WORK REQUEST — Lines below starting with the line with "Input: one rendered map. What" and going on through the line with "Input: one rendered map. Convert" must be output exactly; the rest of the records must be left out.

EXERCISE DATA —
----
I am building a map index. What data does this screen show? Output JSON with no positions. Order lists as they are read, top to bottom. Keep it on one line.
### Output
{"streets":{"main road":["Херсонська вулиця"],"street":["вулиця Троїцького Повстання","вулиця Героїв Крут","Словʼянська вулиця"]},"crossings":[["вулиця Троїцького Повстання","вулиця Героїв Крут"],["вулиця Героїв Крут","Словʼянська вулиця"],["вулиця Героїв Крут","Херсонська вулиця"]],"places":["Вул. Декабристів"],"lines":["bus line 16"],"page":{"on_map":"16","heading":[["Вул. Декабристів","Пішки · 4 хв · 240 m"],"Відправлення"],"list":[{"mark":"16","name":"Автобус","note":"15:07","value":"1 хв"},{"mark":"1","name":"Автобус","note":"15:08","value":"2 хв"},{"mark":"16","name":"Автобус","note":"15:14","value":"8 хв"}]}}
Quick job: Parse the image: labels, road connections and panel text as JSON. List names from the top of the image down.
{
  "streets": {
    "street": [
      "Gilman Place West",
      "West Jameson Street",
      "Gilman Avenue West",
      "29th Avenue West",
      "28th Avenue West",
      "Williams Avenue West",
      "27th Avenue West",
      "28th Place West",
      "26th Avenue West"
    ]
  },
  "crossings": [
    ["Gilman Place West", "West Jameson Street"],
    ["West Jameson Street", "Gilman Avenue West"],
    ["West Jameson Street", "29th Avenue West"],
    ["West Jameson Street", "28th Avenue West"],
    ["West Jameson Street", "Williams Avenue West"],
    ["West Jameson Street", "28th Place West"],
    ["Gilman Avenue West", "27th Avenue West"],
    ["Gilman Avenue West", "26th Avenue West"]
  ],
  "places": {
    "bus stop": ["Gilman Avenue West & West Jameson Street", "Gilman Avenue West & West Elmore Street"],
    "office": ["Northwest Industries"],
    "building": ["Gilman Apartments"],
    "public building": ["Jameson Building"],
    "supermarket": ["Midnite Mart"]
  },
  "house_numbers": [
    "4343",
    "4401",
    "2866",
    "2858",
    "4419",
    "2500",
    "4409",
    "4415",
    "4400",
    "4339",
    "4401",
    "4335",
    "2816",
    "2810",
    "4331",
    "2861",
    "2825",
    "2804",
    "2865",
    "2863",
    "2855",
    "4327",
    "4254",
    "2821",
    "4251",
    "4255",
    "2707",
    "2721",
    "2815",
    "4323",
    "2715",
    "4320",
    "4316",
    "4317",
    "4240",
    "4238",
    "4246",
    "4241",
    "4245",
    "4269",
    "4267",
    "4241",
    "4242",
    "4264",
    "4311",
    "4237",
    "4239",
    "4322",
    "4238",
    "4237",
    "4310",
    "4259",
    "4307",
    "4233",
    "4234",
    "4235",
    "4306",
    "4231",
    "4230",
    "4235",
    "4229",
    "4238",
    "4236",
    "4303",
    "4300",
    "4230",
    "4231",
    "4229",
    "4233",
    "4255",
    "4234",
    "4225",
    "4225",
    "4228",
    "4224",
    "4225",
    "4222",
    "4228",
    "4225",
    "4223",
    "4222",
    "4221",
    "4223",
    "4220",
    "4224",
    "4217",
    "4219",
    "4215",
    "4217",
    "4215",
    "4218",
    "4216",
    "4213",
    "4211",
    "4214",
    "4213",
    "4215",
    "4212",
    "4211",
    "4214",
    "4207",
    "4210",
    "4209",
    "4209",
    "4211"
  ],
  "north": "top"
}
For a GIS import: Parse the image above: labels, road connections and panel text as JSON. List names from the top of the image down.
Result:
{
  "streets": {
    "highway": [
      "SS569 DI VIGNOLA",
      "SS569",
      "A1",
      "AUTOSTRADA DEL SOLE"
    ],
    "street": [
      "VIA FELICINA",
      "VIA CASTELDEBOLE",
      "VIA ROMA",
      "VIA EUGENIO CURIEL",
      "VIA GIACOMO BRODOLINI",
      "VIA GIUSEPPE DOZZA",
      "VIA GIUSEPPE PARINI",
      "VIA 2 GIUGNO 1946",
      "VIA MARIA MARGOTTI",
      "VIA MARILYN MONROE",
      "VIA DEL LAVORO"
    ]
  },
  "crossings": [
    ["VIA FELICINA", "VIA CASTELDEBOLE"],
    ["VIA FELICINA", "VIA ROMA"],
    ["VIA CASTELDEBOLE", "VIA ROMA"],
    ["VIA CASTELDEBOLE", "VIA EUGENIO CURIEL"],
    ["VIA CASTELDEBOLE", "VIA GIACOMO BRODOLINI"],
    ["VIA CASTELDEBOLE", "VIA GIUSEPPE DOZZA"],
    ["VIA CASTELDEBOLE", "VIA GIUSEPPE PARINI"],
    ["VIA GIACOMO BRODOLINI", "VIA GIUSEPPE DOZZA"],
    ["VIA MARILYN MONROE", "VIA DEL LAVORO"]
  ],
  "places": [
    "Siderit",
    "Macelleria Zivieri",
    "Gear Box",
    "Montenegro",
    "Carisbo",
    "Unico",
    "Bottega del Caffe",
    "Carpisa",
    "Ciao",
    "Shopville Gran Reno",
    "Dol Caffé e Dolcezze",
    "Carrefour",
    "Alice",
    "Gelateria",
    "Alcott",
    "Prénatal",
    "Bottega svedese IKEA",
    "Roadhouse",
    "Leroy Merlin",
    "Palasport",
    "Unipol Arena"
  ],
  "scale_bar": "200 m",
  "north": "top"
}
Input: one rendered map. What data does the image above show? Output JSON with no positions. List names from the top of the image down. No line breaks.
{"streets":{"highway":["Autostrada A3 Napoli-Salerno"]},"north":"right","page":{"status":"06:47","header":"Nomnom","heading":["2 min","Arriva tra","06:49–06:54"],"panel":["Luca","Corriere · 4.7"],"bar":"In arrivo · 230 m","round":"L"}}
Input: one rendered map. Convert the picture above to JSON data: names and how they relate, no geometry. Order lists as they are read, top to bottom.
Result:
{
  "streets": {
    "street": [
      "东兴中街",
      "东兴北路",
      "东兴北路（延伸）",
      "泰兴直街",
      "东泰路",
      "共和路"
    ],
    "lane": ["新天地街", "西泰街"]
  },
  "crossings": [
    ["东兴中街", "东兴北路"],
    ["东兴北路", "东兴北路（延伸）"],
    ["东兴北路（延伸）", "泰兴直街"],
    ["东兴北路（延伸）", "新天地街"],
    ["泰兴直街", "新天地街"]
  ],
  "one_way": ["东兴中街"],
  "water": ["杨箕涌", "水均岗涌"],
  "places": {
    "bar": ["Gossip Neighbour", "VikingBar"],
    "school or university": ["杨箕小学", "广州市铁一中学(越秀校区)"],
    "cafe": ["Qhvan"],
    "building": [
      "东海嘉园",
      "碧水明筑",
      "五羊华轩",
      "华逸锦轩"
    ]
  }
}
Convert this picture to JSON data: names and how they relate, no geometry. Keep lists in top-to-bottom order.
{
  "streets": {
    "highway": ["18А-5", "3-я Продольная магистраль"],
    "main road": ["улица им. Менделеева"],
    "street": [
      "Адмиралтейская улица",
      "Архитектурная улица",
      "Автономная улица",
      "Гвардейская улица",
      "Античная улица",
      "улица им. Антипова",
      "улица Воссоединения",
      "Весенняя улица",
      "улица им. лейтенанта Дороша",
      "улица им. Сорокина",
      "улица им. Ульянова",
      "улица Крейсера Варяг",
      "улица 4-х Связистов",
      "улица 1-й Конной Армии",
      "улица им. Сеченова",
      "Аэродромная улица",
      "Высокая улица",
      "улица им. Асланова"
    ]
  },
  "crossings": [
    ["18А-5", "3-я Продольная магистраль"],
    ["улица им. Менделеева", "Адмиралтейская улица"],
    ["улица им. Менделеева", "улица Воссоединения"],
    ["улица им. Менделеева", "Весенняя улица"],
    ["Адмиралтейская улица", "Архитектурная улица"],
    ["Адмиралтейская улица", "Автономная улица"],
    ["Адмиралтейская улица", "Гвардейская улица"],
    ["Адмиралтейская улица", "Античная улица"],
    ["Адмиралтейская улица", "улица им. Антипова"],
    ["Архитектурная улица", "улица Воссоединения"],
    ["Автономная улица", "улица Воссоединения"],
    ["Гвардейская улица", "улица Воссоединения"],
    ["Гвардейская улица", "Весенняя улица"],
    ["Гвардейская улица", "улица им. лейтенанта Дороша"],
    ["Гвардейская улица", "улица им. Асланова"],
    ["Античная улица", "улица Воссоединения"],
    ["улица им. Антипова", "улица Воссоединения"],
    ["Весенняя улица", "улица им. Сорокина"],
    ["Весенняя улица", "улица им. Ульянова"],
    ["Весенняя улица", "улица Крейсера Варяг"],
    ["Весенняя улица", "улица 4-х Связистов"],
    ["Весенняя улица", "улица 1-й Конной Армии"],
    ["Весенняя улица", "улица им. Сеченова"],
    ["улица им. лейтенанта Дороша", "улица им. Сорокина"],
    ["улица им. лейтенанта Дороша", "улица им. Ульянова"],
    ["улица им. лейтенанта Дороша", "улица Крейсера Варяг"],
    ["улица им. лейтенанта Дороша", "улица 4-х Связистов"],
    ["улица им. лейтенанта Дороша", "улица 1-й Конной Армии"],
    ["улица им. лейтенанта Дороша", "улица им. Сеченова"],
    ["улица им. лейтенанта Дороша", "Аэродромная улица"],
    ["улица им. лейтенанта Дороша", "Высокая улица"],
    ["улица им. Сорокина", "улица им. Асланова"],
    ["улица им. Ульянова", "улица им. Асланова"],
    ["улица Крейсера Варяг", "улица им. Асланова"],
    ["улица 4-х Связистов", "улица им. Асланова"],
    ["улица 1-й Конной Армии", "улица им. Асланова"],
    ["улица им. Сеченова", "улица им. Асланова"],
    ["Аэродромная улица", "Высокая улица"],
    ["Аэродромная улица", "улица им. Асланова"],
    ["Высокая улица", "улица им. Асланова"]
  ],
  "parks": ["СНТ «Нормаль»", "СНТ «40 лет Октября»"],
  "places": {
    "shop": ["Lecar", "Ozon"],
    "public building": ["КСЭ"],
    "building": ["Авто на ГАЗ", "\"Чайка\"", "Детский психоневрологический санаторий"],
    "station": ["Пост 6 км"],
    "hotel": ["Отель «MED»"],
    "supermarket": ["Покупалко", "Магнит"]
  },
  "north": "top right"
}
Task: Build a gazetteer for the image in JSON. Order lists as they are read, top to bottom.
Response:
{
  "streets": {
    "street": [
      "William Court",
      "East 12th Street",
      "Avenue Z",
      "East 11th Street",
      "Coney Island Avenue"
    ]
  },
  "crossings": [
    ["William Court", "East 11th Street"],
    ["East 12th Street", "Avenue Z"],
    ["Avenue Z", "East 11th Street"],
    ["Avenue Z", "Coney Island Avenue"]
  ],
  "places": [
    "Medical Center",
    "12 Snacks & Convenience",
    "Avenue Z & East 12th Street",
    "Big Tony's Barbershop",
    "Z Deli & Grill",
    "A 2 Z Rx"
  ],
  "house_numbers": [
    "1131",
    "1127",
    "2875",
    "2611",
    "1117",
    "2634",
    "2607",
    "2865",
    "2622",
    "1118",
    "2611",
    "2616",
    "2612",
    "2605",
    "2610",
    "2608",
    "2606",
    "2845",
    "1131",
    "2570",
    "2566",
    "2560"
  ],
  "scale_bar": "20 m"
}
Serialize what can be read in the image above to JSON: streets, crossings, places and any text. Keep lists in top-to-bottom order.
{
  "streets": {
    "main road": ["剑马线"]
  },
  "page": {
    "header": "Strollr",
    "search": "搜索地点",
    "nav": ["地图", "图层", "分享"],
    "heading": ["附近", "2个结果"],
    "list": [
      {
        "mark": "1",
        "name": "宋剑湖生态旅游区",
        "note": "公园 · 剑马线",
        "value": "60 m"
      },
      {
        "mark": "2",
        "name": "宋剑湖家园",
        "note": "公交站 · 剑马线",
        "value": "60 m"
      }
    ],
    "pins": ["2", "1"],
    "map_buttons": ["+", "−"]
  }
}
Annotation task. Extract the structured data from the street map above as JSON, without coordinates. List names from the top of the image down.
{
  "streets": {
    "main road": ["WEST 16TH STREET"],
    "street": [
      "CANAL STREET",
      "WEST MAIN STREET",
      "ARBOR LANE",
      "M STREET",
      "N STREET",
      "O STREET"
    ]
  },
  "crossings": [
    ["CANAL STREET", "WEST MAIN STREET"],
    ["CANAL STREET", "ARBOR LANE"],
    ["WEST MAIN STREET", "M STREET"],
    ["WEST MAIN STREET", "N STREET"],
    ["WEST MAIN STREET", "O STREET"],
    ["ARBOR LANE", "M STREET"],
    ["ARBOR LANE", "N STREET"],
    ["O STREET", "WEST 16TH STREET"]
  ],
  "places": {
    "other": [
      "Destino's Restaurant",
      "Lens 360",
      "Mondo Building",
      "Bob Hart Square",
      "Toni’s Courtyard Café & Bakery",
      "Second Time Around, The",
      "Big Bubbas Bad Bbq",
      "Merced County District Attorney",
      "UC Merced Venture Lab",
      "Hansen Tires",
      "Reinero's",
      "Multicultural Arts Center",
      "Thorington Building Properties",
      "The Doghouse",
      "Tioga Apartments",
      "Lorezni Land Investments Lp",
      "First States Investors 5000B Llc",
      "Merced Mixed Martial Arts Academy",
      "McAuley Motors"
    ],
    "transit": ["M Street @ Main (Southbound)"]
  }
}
----
EXERCISE RESPONSE —
Input: one rendered map. What data does the image above show? Output JSON with no positions. List names from the top of the image down. No line breaks.
{"streets":{"highway":["Autostrada A3 Napoli-Salerno"]},"north":"right","page":{"status":"06:47","header":"Nomnom","heading":["2 min","Arriva tra","06:49–06:54"],"panel":["Luca","Corriere · 4.7"],"bar":"In arrivo · 230 m","round":"L"}}
Input: one rendered map. Convert the picture above to JSON data: names and how they relate, no geometry. Order lists as they are read, top to bottom.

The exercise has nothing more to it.